Blame it on CBC stereo if anyone asks. Blame it on

the viola. I did and it worked. I never had to mention locksmiths

 

and lovers, how close the two are. I never had to name

each white-knuckle grip of his on the steering wheel. I’ll name it here, though,

 

for you. Surrender and all its aliases. I feel at home in two places now.

One’s here, the other in the library surrounded by reference books

 

to the stars. Driving doesn’t help. But you already know that. Remember

when you stopped, pulled over on Cole Harbour Road and wept,

 

bowed to the wheel and the long road ahead, the long road behind. I tried

signaling, pulling over, but the traffic was stubborn. If you are reading this,

 

I did try to stop. The passing lanes of loss and love and the speed limit

to this life. I held you for days in my heart, dear sad woman in the dark green Volvo

 

next to the Dairy Queen, next to the Royal Bank, feeling like you have no choice.

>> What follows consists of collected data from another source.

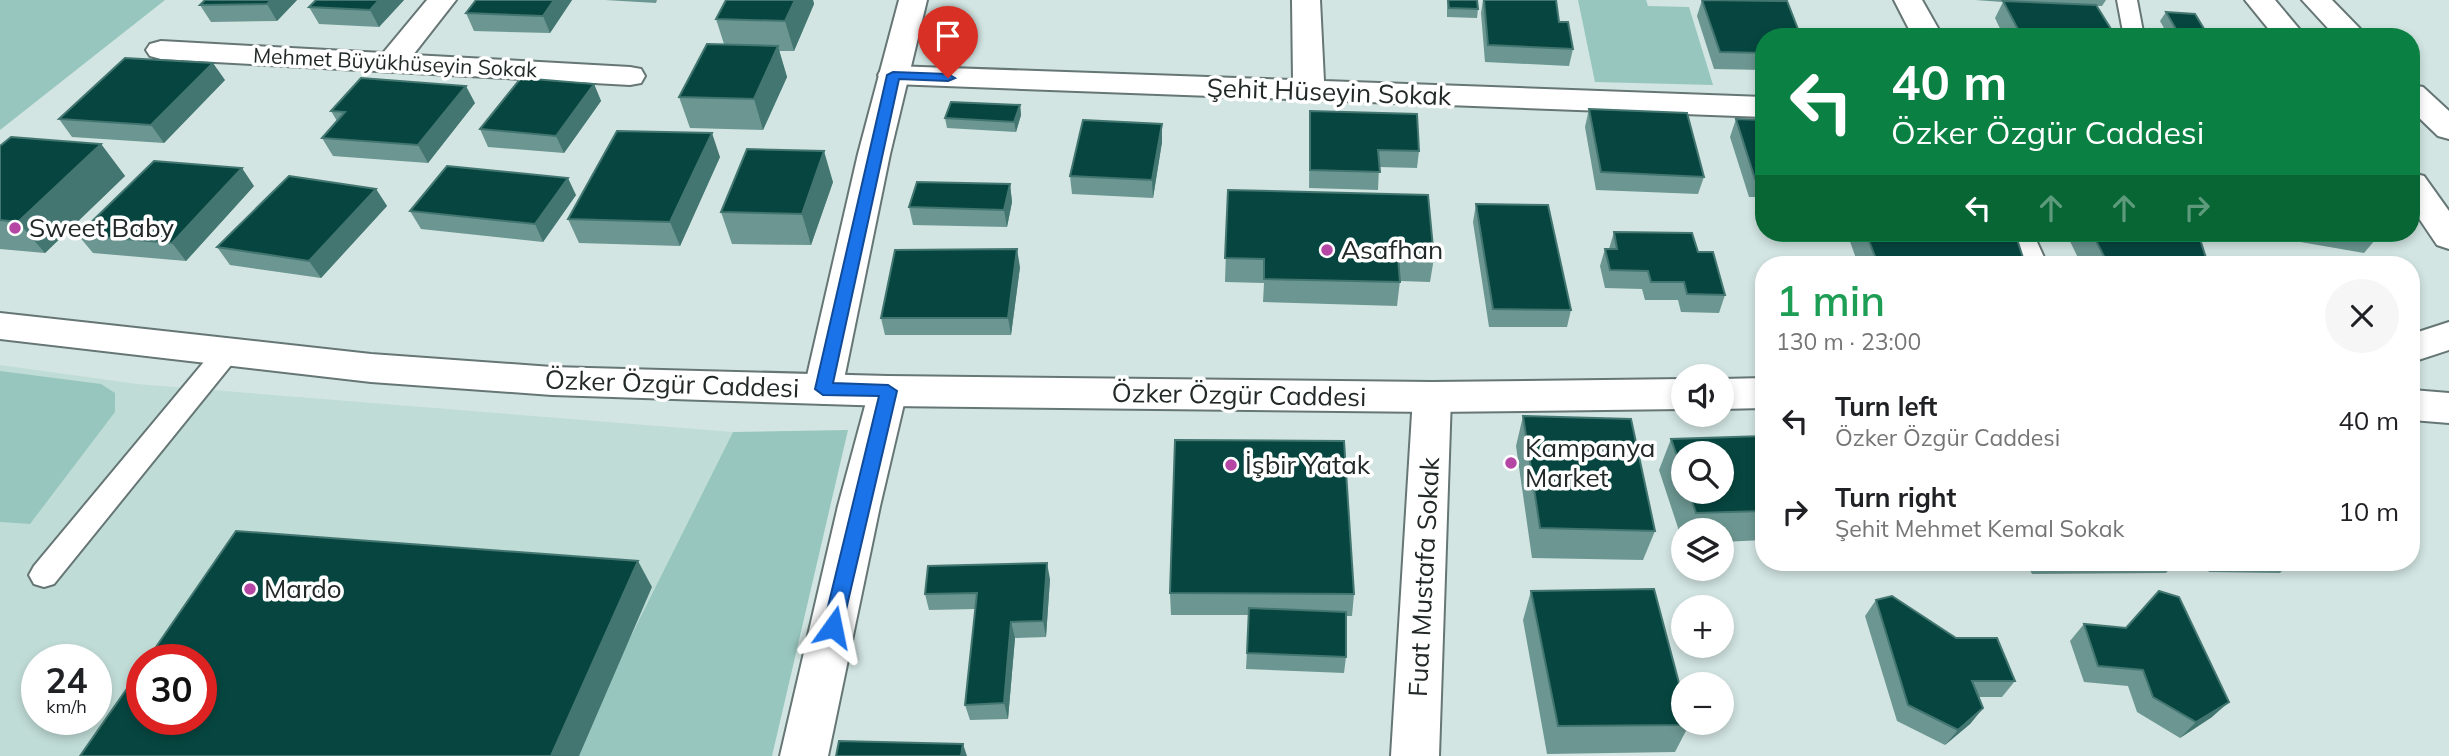 <!DOCTYPE html>
<meta charset="utf-8">
<style>
body{margin:0;font-family:Mulish,sans-serif;background:#f6f6f6;color:#202124;height:100vh;display:flex;flex-direction:column;font-size:26px;white-space:nowrap}
*{box-sizing:border-box;margin:0}
p{font-size:23px;color:#757577}
.icon{flex:none;width:38px;height:38px;fill:none;stroke:currentColor;stroke-width:2;stroke-linecap:round;stroke-linejoin:round}
.map{position:relative;flex:1;overflow:hidden}
.side{position:absolute;left:1755px;top:256px;width:665px;height:315px;display:flex;flex-direction:column;background:#fff;border-radius:28px;box-shadow:0 4px 10px #0003}
.side>*{flex:none}
.hud{position:absolute;left:1755px;top:28px;width:665px;height:214px;border-radius:28px;box-shadow:0 4px 10px #0003;background:#0b8043;color:#fff;overflow:hidden}
.controls{position:absolute;left:1671px;top:364px;display:grid;gap:14px}
.controls a{display:grid;place-items:center;width:63px;height:63px;border-radius:50%;background:#fff;box-shadow:0 4px 10px #0003;font-size:35px}
.speed{position:absolute;left:21px;top:644px;display:flex;gap:14px;font-size:35px;font-weight:700;text-align:center}
.speed>*{display:grid;place-content:center;width:91px;height:91px;border-radius:50%;background:#fff;box-shadow:0 4px 10px #0003;line-height:1}
.speed small{font-size:18px;font-weight:400}
.speed .limit{border:10px solid #d22;background:#fff;color:#111}
.pin{position:absolute;display:grid;place-items:center;width:60px;height:60px;color:#fff;margin:-72px -30px;border-radius:50% 50% 50% 0;rotate:-45deg;box-shadow:0 0 7px #0007}
.pin .icon{rotate:45deg}
.me{position:absolute;width:77px;margin:-38px;rotate:12deg;stroke-linejoin:round;filter:drop-shadow(0 0 5px #0008)}
.turn{display:flex;align-items:center;gap:24px;height:147px;padding:0 21px;font-size:32px}
.turn .icon{width:91px;height:91px;stroke-width:2.5}
.turn b{display:block;font-size:49px;line-height:60px}
.lanes{display:flex;align-items:center;height:66px;padding:0 21px;background:#0003;justify-content:center;gap:35px;direction:ltr}
.lanes .off{opacity:.35}
.round{display:grid;place-items:center;flex:none;width:74px;height:74px;border-radius:37px;background:#f6f6f6}
.summary{display:flex;align-items:center;justify-content:space-between;height:119px;padding:0 21px}
h1{font-size:42px;font-weight:600;line-height:52px;color:#1e9e55}
ul{padding:0;list-style:none}
li{display:flex;align-items:center;gap:21px;height:91px;padding:0 21px}
li div{flex:1}
li b{display:block;font-size:26px}
li em{font-style:normal}
.map>svg:first-child{display:block}
.built{fill:#c0dcd7;fill-rule:evenodd}
.green{fill:#97c6be}
.lines{fill:none;stroke-linecap:round;stroke-linejoin:round}
.service-casing{stroke:#657674;stroke-width:4}
.minor-casing{stroke:#657674;stroke-width:4}
.tertiary-casing{stroke:#657674;stroke-width:4}
.secondary-casing{stroke:#657674;stroke-width:4}
.primary-casing{stroke:#657674;stroke-width:4}
.service{fill:#fff;fill-rule:evenodd}
.minor{fill:#fff;fill-rule:evenodd}
.tertiary{fill:#fff;fill-rule:evenodd}
.secondary{fill:#fff;fill-rule:evenodd}
.primary{fill:#fff;fill-rule:evenodd}
.wall{fill:#6c9691;fill-rule:evenodd}
.shaded-wall{fill:#447671}
.building{fill:#074640;stroke:#447671;stroke-width:2}
.route{fill:#1a73e8;stroke:#114b97;stroke-width:2}
.poi-dot{fill:#b546a3;stroke:#fff;stroke-width:2.5}
.labels{text-anchor:middle;stroke-width:7;stroke-linejoin:round;paint-order:stroke}
.far-street-label{font-size:21px;fill:#222928;stroke:#fff}
.street-label{font-size:26px;fill:#222928;stroke:#fff}
.poi-label{font-size:26px;fill:#222928;stroke:#fff;text-anchor:start}
</style>
<div class="map">
<svg width="2449" height="756" viewBox="0 0 2449 756">
<rect width="100%" height="100%" fill="#d2e5e2"/>
<path class="built" d="M0 365 137 384 733 432 571 756H0ZM37 660H96V719H37ZM142 660H201V719H142Z"/>
<path class="green" d="M0 0H165L0 130Z
M1578 0H1646L1648 6 1689 7 1713 85 1595 82Z
M0 371 101 384 115 393V412L30 524 0 522Z
M848 430 772 756H571L733 432Z"/>
<g class="lines">
<defs>
<path id="service" d="M2117 0H2137L2144 37H2124Z
M227 343 236 345 240 352 236 359 54 584 44 587 34 584 29 575 34 566 218 345Z"/>
<path id="minor" d="M427 0H456L413 55 630 67 641 69 645 76 641 83 630 85 161 59 150 56 146 50 150 44 161 41 383 53Z
M1292 0H1320L1324 81 1764 97V117L893 84 882 82 878 75 882 68 893 66 1293 80Z
M1894 0H1922L1943 37H1913Z
M1999 233H2033L2047 264H2011Z
M888 376 902 381 907 391 880 506 828 756H780L838 506 869 391 874 381Z
M1432 382 1446 387 1451 397 1439 756H1391L1413 397 1418 387Z"/>
<path id="tertiary" d="M899 0H927L890 154 842 389 837 399 823 404 809 399 804 389 858 154Z"/>
<path id="secondary" d="M0 313 371 354 552 367 888 376 1432 382 1684 379V409L1432 412 888 406 552 395 371 382 0 339Z
M2449 322V350L2412 362V334Z
M1764 378V408L1722 409V379Z
M2412 390 2449 393V423L2412 420Z"/>
<path id="primary" d="M2245 0H2275L2306 37H2275Z
M2302 0H2332L2368 37H2336Z
M2412 85 2423 87 2449 111V139L2438 136 2412 111Z
M2412 173 2424 176 2449 211V249L2437 245 2412 208Z"/>
</defs>
<use href="#service" class="service-casing"/>
<use href="#minor" class="minor-casing"/>
<use href="#tertiary" class="tertiary-casing"/>
<use href="#secondary" class="secondary-casing"/>
<use href="#primary" class="primary-casing"/>
<use href="#service" class="service"/>
<use href="#minor" class="minor"/>
<use href="#tertiary" class="tertiary"/>
<use href="#secondary" class="secondary"/>
<use href="#primary" class="primary"/>
</g>
<path class="wall" d="M297 0 277 21 211 22 200 5Z
M316 0H404L379 27 319 24 309 7Z
M572 0 550 33 474 31 466 13Z
M605 0H657L656 3Z
M726 0H813L814 4 794 51H779L787 77 763 130 690 128 679 97 724 44 716 19Z
M1447 0H1477L1478 9 1477 18 1447 17Z
M1483 0H1556L1559 22 1573 49 1569 66 1485 62 1481 13Z
M1702 0 1764 37V70L1714 69 1697 16Z
M1975 0H2106L2102 6H2097L2116 37H2004L1995 18 2003 2Z
M2166 12 2209 37H2169L2160 21Z
M225 80 164 143 72 137 59 119Z
M594 84 601 101 564 153 488 147 480 129Z
M475 103 428 163 333 156 322 138 337 121 331 111Z
M1020 105 1021 115 1016 132 947 128 945 118Z
M1589 109 1704 177 1698 194 1596 190 1585 127Z
M1310 111 1419 151 1417 168 1379 167 1378 190 1309 188Z
M1736 119 1764 120V197H1749L1730 137Z
M1162 124V142L1153 198 1072 194 1070 176Z
M101 144 125 176 45 253 0 249V146Z
M720 157 680 246 579 243 568 219Z
M833 182 811 245 732 244 721 212Z
M1010 184 1012 202 1007 227 913 225 909 207Z
M254 186 186 261 93 253 78 235Z
M376 189 387 206 321 278 230 265 217 247Z
M1228 190 1434 258 1430 282 1400 281 1397 306 1263 302 1264 283 1225 282Z
M576 195 543 242 421 229 410 211Z
M1476 204 1571 310 1567 327H1489L1473 222Z
M1614 232 1698 252 1725 295 1719 313 1681 312 1678 300H1645L1642 289 1605 288 1600 266 1605 249H1609Z
M1847 233H2015L2025 264H1858Z
M2066 233H2198L2208 264H2081Z
M2254 233H2381L2364 253 2255 234Z
M1020 267 1011 335H885L881 318Z
M1523 416 1655 531 1643 560 1532 558 1516 446Z
M1764 436V540L1722 542V530H1684L1683 543 1659 470 1671 439ZM1684 453 1722 492H1684Z
M1862 562H1989L1988 563 1863 564Z
M2026 562H2176L2166 573 2032 574Z
M2203 562H2291L2280 573 2209 572Z
M1050 579 1046 637 1015 638 1008 719 970 720 965 705 975 609 929 610 925 594Z
M1531 591 1689 725 1675 752 1547 754 1523 620Z
M1170 593 1354 594 1352 616H1346V657L1344 673 1246 669 1249 615H1171Z
M1876 600 2015 681 2002 697H1979L1983 708 1970 724 1945 745 1897 721 1865 616Z
M2084 624 2212 717 2180 738 2137 712 2128 686 2084 682 2070 641Z"/>
<path class="shaded-wall" d="M271 0H297L277 21 267 4Z
M379 0H404L379 27 370 10Z
M554 0H572L550 33 543 16Z
M795 0H813L814 4 794 51 785 21Z
M778 46 787 77 763 130 754 99Z
M213 63 225 80 164 143 151 125Z
M594 84 601 101 564 153 556 136Z
M466 86 475 103 428 163 418 145Z
M1020 105 1021 115 1016 132 1014 122Z
M1162 124V142L1153 198 1152 180Z
M712 133 720 157 680 246 670 222Z
M101 144 125 176 45 253 18 222Z
M824 151 833 182 811 245 802 214Z
M242 168 254 186 186 261 172 243Z
M568 178 576 195 543 242 535 224Z
M1010 184 1012 202 1007 227 1004 210Z
M376 189 387 206 321 278 309 261Z
M1017 249 1020 267 1011 335 1008 318Z
M638 561 652 587 579 756H551Z
M1047 563 1050 579 1046 637 1043 621Z
M1011 622 1015 638 1008 719 1004 703Z
M2229 702 2212 717 2180 738 2196 722Z
M1983 708 1970 724 1945 745 1958 730Z
M963 744 967 756H961Z"/>
<path class="building" d="M205 0H271L267 4 200 5Z
M316 0H379L370 10 309 7Z
M476 0H554L543 16 466 13Z
M726 0H795L785 21 716 19Z
M1448 0H1477L1478 9 1449 8Z
M1484 0H1556L1559 22H1568L1573 49 1488 45Z
M1702 0 1787 1 1801 37H1764V53L1720 52Z
M2003 1 2096 5 2116 37H2022Z
M2166 12 2195 14 2209 37 2180 36Z
M707 44 778 46 754 99 679 97Z
M125 58 213 63 151 125 59 119Z
M361 78 466 86 418 145 322 138 345 112 331 111Z
M521 78 594 84 556 136 480 129Z
M951 102 1020 105 1014 122 945 118Z
M1589 109 1687 113 1704 177 1601 172Z
M1310 111 1417 114 1419 151 1378 150 1380 172 1310 170Z
M1736 119 1764 120V179H1755Z
M1083 120 1162 124 1152 180 1070 176Z
M617 131 712 133 670 222 568 219Z
M11 137 101 144 18 222 0 220V146Z
M747 149 824 151 802 214 721 212Z
M154 161 242 168 172 243 78 235Z
M447 166 568 178 535 224 410 211Z
M289 176 376 189 309 261 217 247Z
M917 182 1010 184 1004 210 909 207Z
M1228 190 1428 195 1434 258 1398 257 1400 282 1264 279V259L1225 258Z
M1476 204 1548 205 1571 310 1493 309Z
M1614 232 1692 233 1698 252H1713L1725 295 1687 294 1684 282H1651L1648 271 1610 270 1605 249H1617Z
M1866 233H2015L2025 264H1878Z
M2092 233H2198L2208 264H2108Z
M1017 249 1008 318H881L895 250Z
M1523 416 1631 419 1655 531 1540 528Z
M1764 436V511L1696 513 1689 492H1722V453H1684V476L1671 439Z
M1175 440 1344 441 1354 594 1170 593Z
M236 531 638 561 551 756H80L142 667V719H201V660H147Z
M1047 563 1043 621 1011 622 1004 703 965 705 977 593 925 594 928 566Z
M1654 589 1684 702V723H1689V725L1558 726 1531 591Z
M2159 591 2179 597 2229 702 2196 722 2153 697 2143 670 2098 666 2084 624 2126 628Z
M1892 596 1956 638H1997L2015 681H1972L1983 708 1958 730 1908 705 1876 600Z
M1249 608 1346 612V657L1247 653Z
M839 741 963 744 961 756H836Z"/>
<path class="route" d="M893 72 948 74 955 78 948 81 899 79 833 383 888 385 897 391 842 627 839 632 833 635 826 632 823 627 879 396 823 395 815 389 887 75Z"/>
<g class="poi-dot">
<circle cx="15" cy="228" r="7"/>
<circle cx="1327" cy="250" r="7"/>
<circle cx="1511" cy="463" r="7"/>
<circle cx="1231" cy="465" r="7"/>
<circle cx="250" cy="589" r="7"/>
</g>
<g class="labels">
<g class="far-street-label">
<text transform="translate(395 63) rotate(3)" y="7">Mehmet Büyükhüseyin Sokak</text>
</g>
<g class="street-label">
<text transform="translate(1329 92) rotate(2)" y="9">Şehit Hüseyin Sokak</text>
<text transform="translate(672 384) rotate(2)" y="9">Özker Özgür Caddesi</text>
<text transform="translate(1239 395) rotate(1)" y="9">Özker Özgür Caddesi</text>
<text transform="translate(1424 577) rotate(-87)" y="9">Fuat Mustafa Sokak</text>
</g>
<g class="poi-label">
<text x="29" y="237">Sweet Baby</text>
<text x="1341" y="259">Asafhan</text>
<text x="1525" y="457">Kampanya<tspan x="1525" dy="30">Market</tspan></text>
<text x="1245" y="474">İşbir Yatak</text>
<text x="264" y="598">Mardo</text>
</g>
</g>
</svg>
<div class="controls">
<a><svg class="icon" aria-label="sound" viewBox="0 0 24 24"><path d="M4 9h4l5-4v14l-5-4H4zM17 9q2 3 0 6"/></svg></a>
<a><svg class="icon" aria-label="search" viewBox="0 0 24 24"><circle cx="10" cy="10" r="6"/><path d="M15 15l6 6"/></svg></a>
<a><svg class="icon" aria-label="layers" viewBox="0 0 24 24"><path d="M12 4l9 5-9 5-9-5zM3 14l9 5 9-5"/></svg></a>
<a>+</a>
<a>−</a>
</div>
<div class="speed"><div>24<small>km/h</small></div><div class="limit">30</div></div>
<div class="pin" style="left:948px;top:78px;background:#d93025"><svg class="icon" aria-label="arrive" viewBox="0 0 24 24"><path d="M6 21V4h12l-3 4 3 4H6"/></svg></div>
<svg class="me" style="left:833px;top:627px" viewBox="-20 -20 40 40"><path d="M0-17L14 15 0 8-14 15z" fill="#1a73e8" stroke="#fff" stroke-width="4"/></svg>
<div class="hud">
<div class="turn"><svg class="icon" aria-label="left" viewBox="0 0 24 24"><path d="M17 20v-9H6M10 6l-5 5 5 5"/></svg><div><b>40 m</b>Özker Özgür Caddesi</div></div>
<div class="lanes"><svg class="icon" aria-label="left" viewBox="0 0 24 24"><path d="M17 20v-9H6M10 6l-5 5 5 5"/></svg><svg class="icon off" aria-label="ahead" viewBox="0 0 24 24"><path d="M12 20V5M6 11l6-6 6 6"/></svg><svg class="icon off" aria-label="ahead" viewBox="0 0 24 24"><path d="M12 20V5M6 11l6-6 6 6"/></svg><svg class="icon off" aria-label="right" viewBox="0 0 24 24"><path d="M7 20v-9h11M14 6l5 5-5 5"/></svg></div>
</div>
<section class="side">
<div class="summary"><div><h1>1 min</h1><p>130 m · 23:00</p></div><a class="round"><svg class="icon" aria-label="close" viewBox="0 0 24 24"><path d="M6 6l12 12M18 6L6 18"/></svg></a></div>
<ul>
<li><svg class="icon" aria-label="left" viewBox="0 0 24 24"><path d="M17 20v-9H6M10 6l-5 5 5 5"/></svg><div><b>Turn left</b><p>Özker Özgür Caddesi</p></div><em>40 m</em></li>
<li><svg class="icon" aria-label="right" viewBox="0 0 24 24"><path d="M7 20v-9h11M14 6l5 5-5 5"/></svg><div><b>Turn right</b><p>Şehit Mehmet Kemal Sokak</p></div><em>10 m</em></li>
</ul>
</section>
</div>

And you don’t. You don’t, except to fasten your seat belt

 

and yield.

Sue Goyette has published nine books of poems and a novel. Her collections include The Brief Reincarnation of a Girl, Penelope and Ocean (for which she was awarded the 2015 Lieutenant Governor of Nova Scotia Masterworks Arts Award). She is the editor of Resistance: Righteous Rage in the Age of #MeToo (University of Regina Press, 2021), The 2017 Griffin Poetry Prize Anthology (Anansi, 2017) and The Best Canadian Poetry in English 2013 (Tightrope Books, 2013). Her work has been translated into French, Spanish and German and has been featured in films, subways, buses, spraypainted on a sidewalk and tattooed. She was nominated for the 2014 Griffin Poetry Prize and the Governor General’s Award and has won several national awards including the Pat Lowther Award, the Bliss Carman Award, and the CBC Literary Prize for Poetry. She is the Artist in Residence in the Max Rady College of Medicine at the University of Manitoba and Poet Laureate for Halifax Regional Municipality. She lives in Halifax (K'jipuktuk) where she teaches in the creative writing at Dalhousie University.